Such people used to take refuge in the Soviet Union at the time and came back after 9th September 1944. [4]. Many guerrillas [antifascist orientated members of armed squads] have visited our home in Plovdiv. I remember that one night Malchika came to our house.

He was wearing a squash-hat and he came to instruct us to recruit people to join the party. [Editor's note: Malchika was the nickname of Adalbert Antonov, an active UYW member, who took part in the underground communist movement in Bulgaria. He was caught by the police and later executed.]

We held the gatherings of the Revolutionary Youth Union in a small wood near Plovdiv, and the boys used to hold hands with the girls so that it looked as though we were couples. We did that because the police kept an eye on us. I stopped being involved in illegal activities after my husband went to prison.

We didn't have any concrete ideas against the official authorities; we just wanted the working class to be paid better and have a better influence in the society. That's why we had a club where we used to read The Capital by Karl Marx. These ideas were very popular among young people.

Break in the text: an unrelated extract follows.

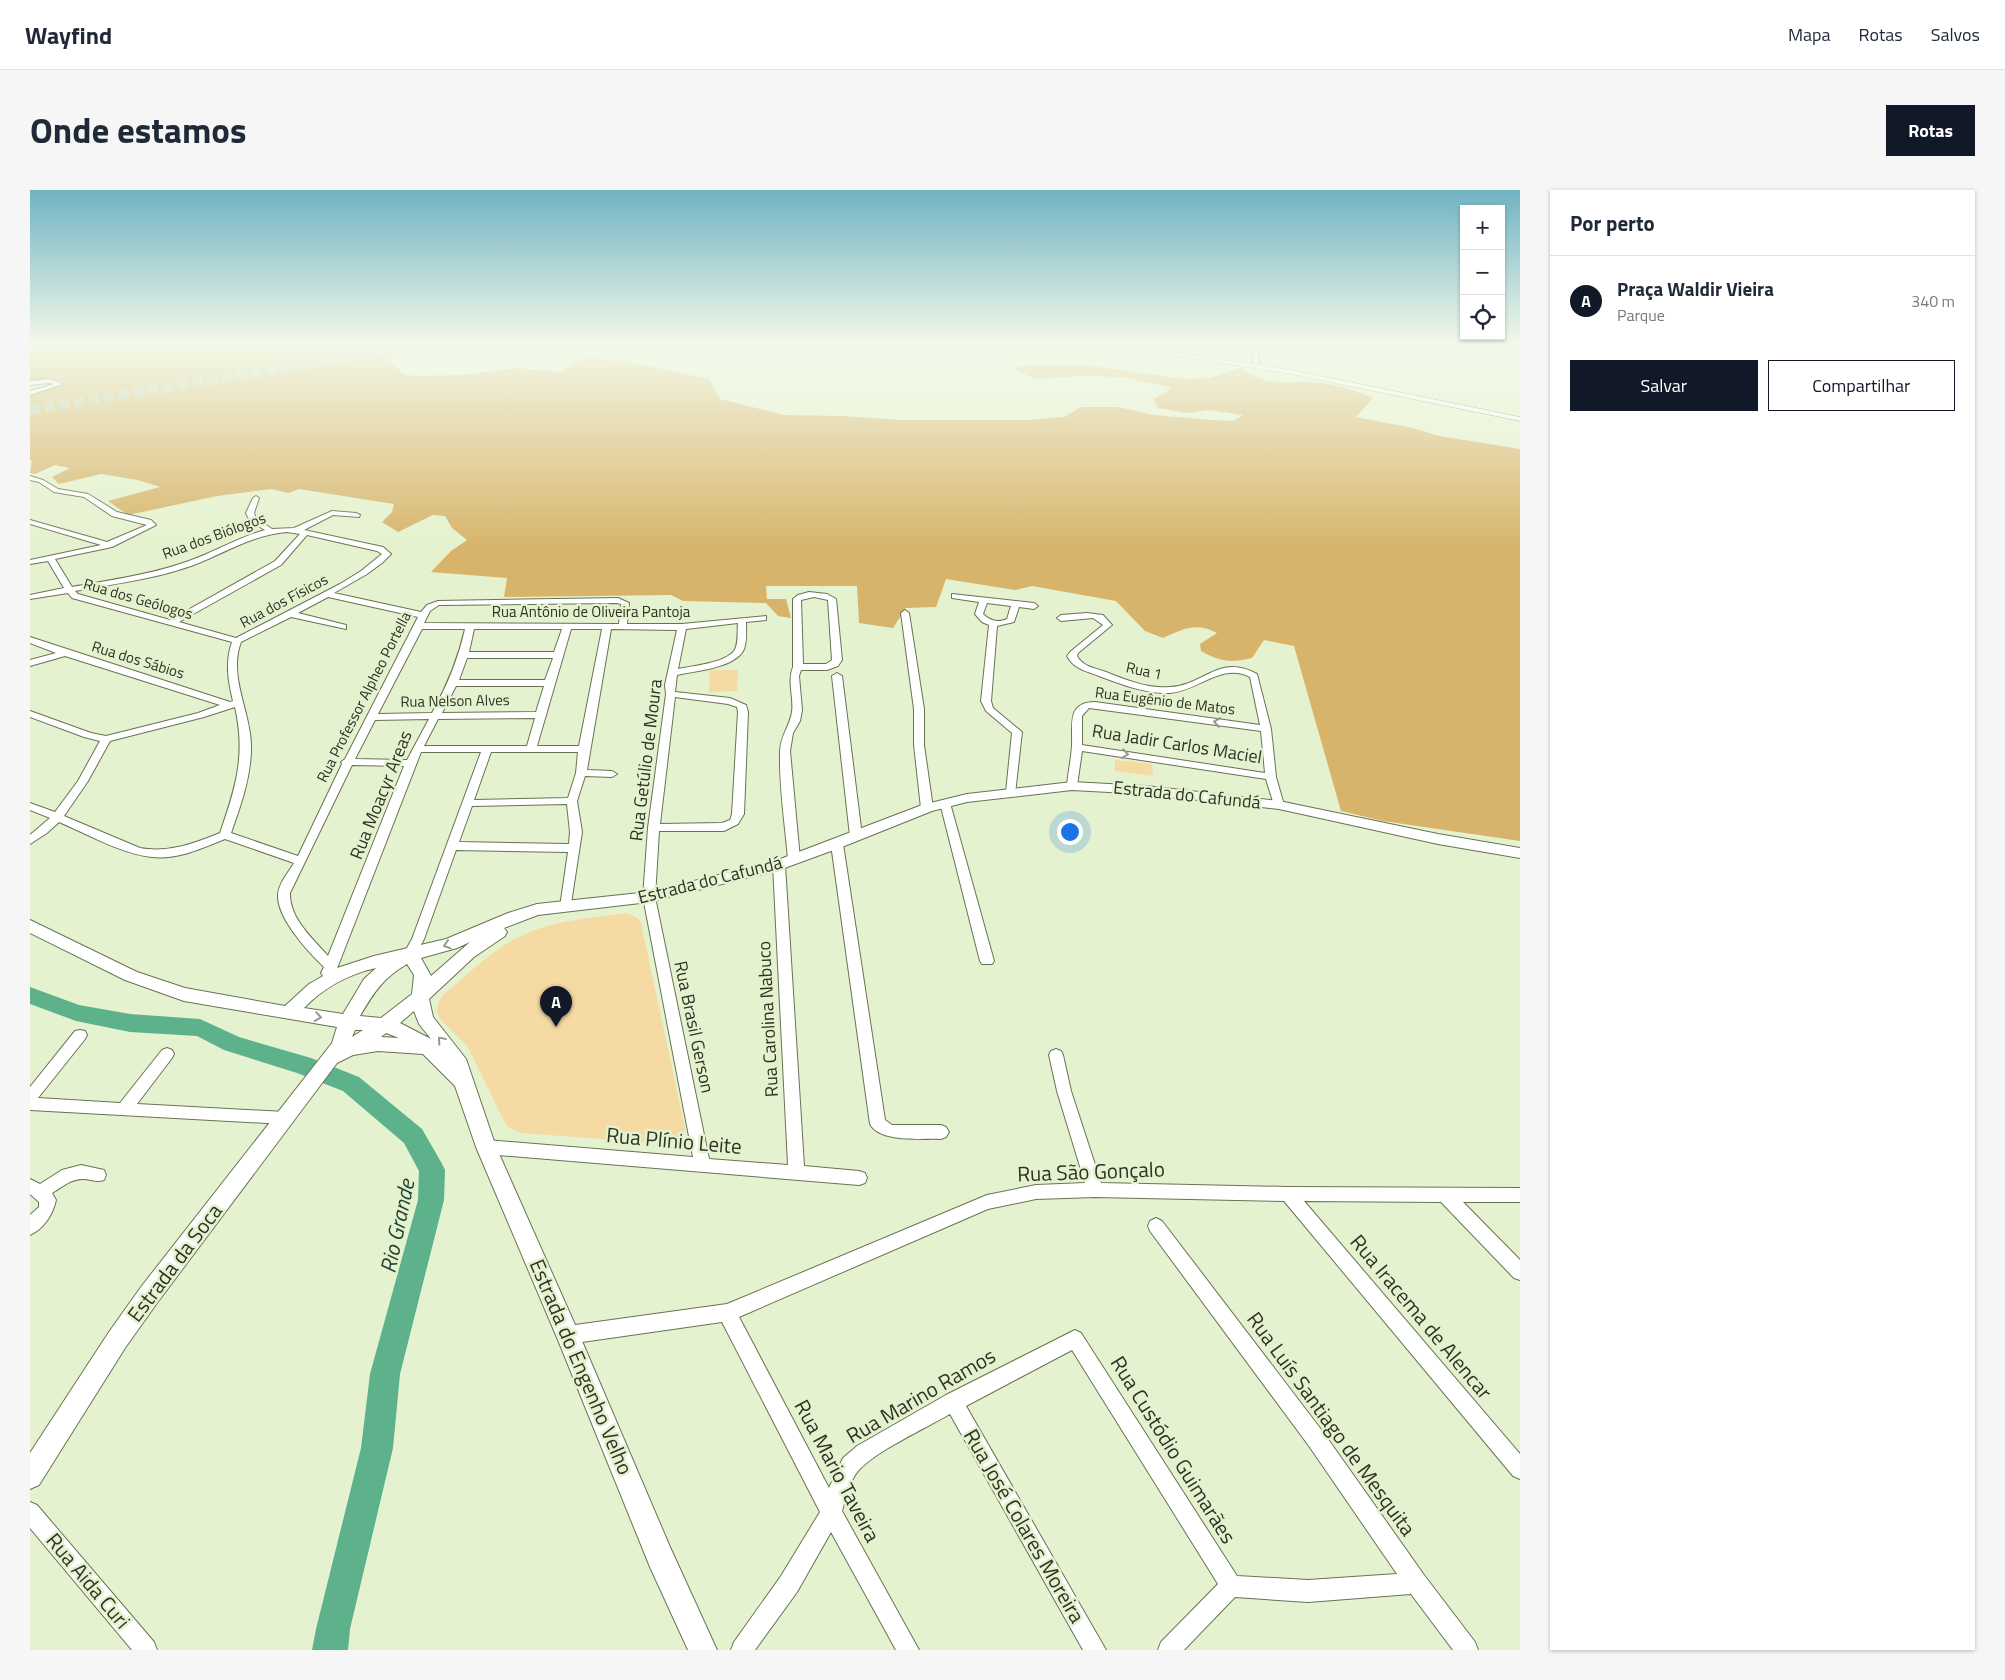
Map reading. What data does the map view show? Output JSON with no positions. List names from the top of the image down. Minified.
{"streets":{"street":["Rua dos Biólogos","Rua dos Geólogos","Rua dos Físicos","Rua Antônio de Oliveira Pantoja","Rua dos Sábios","Rua 1","Rua Professor Alpheo Portella","Rua Nelson Alves","Rua Eugênio de Matos","Rua Jadir Carlos Maciel","Rua Getúlio de Moura","Rua Moacyr Areas","Estrada do Cafundá","Rua Carolina Nabuco","Rua Brasil Gerson","Rua Plínio Leite","Rua São Gonçalo","Estrada da Soca","Rua Iracema de Alencar","Estrada do Engenho Velho","Rua Marino Ramos","Rua Luís Santiago de Mesquita","Rua Custódio Guimarães","Rua Mario Taveira","Rua José Colares Moreira","Rua Aida Curi"]},"crossings":[["Rua dos Biólogos","Rua dos Geólogos"],["Rua dos Biólogos","Rua dos Físicos"],["Rua dos Geólogos","Rua dos Físicos"],["Rua dos Físicos","Rua dos Sábios"],["Rua Antônio de Oliveira Pantoja","Rua Professor Alpheo Portella"],["Rua Antônio de Oliveira Pantoja","Rua Getúlio de Moura"],["Rua Antônio de Oliveira Pantoja","Rua Moacyr Areas"],["Rua 1","Rua Eugênio de Matos"],["Rua Professor Alpheo Portella","Rua Nelson Alves"],["Rua Professor Alpheo Portella","Rua Moacyr Areas"],["Rua Nelson Alves","Rua Moacyr Areas"],["Rua Eugênio de Matos","Rua Jadir Carlos Maciel"],["Rua Eugênio de Matos","Estrada do Cafundá"],["Rua Getúlio de Moura","Estrada do Cafundá"],["Rua Getúlio de Moura","Rua Brasil Gerson"],["Estrada do Cafundá","Rua Carolina Nabuco"],["Estrada do Cafundá","Rua Brasil Gerson"],["Estrada do Cafundá","Estrada da Soca"],["Estrada do Cafundá","Estrada do Engenho Velho"],["Rua Carolina Nabuco","Rua Plínio Leite"],["Rua Brasil Gerson","Rua Plínio Leite"],["Rua Plínio Leite","Estrada do Engenho Velho"],["Rua São Gonçalo","Rua Iracema de Alencar"],["Rua São Gonçalo","Estrada do Engenho Velho"],["Rua São Gonçalo","Rua Mario Taveira"],["Estrada da Soca","Estrada do Engenho Velho"],["Rua Marino Ramos","Rua Custódio Guimarães"],["Rua Marino Ramos","Rua Mario Taveira"],["Rua Marino Ramos","Rua José Colares Moreira"]],"one_way":["Rua Eugênio de Matos","Rua Jadir Carlos Maciel"],"water":["Rio Grande"],"page":{"header":"Wayfind","nav":["Mapa","Rotas","Salvos"],"title":"Onde estamos","buttons":["Rotas",["Salvar","Compartilhar"]],"heading":"Por perto","map_buttons":["+","−"],"list":[{"mark":"A","name":"Praça Waldir Vieira","note":"Parque","value":"340 m"}],"pins":"A"}}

All the young people that came from the villages to look for work in the town became members of RYU. My husband had impressed a great number of people with the antifascist cause. All that was considered illegal then. I remember that he impressed students from the carpentry school in Plovdiv.

He didn't only have troubles with the police because of his convictions: one evening we were walking together with Malchika when suddenly some classmates from the commercial high school attacked my husband. Malchika and I ran away then, and left him to fight them alone.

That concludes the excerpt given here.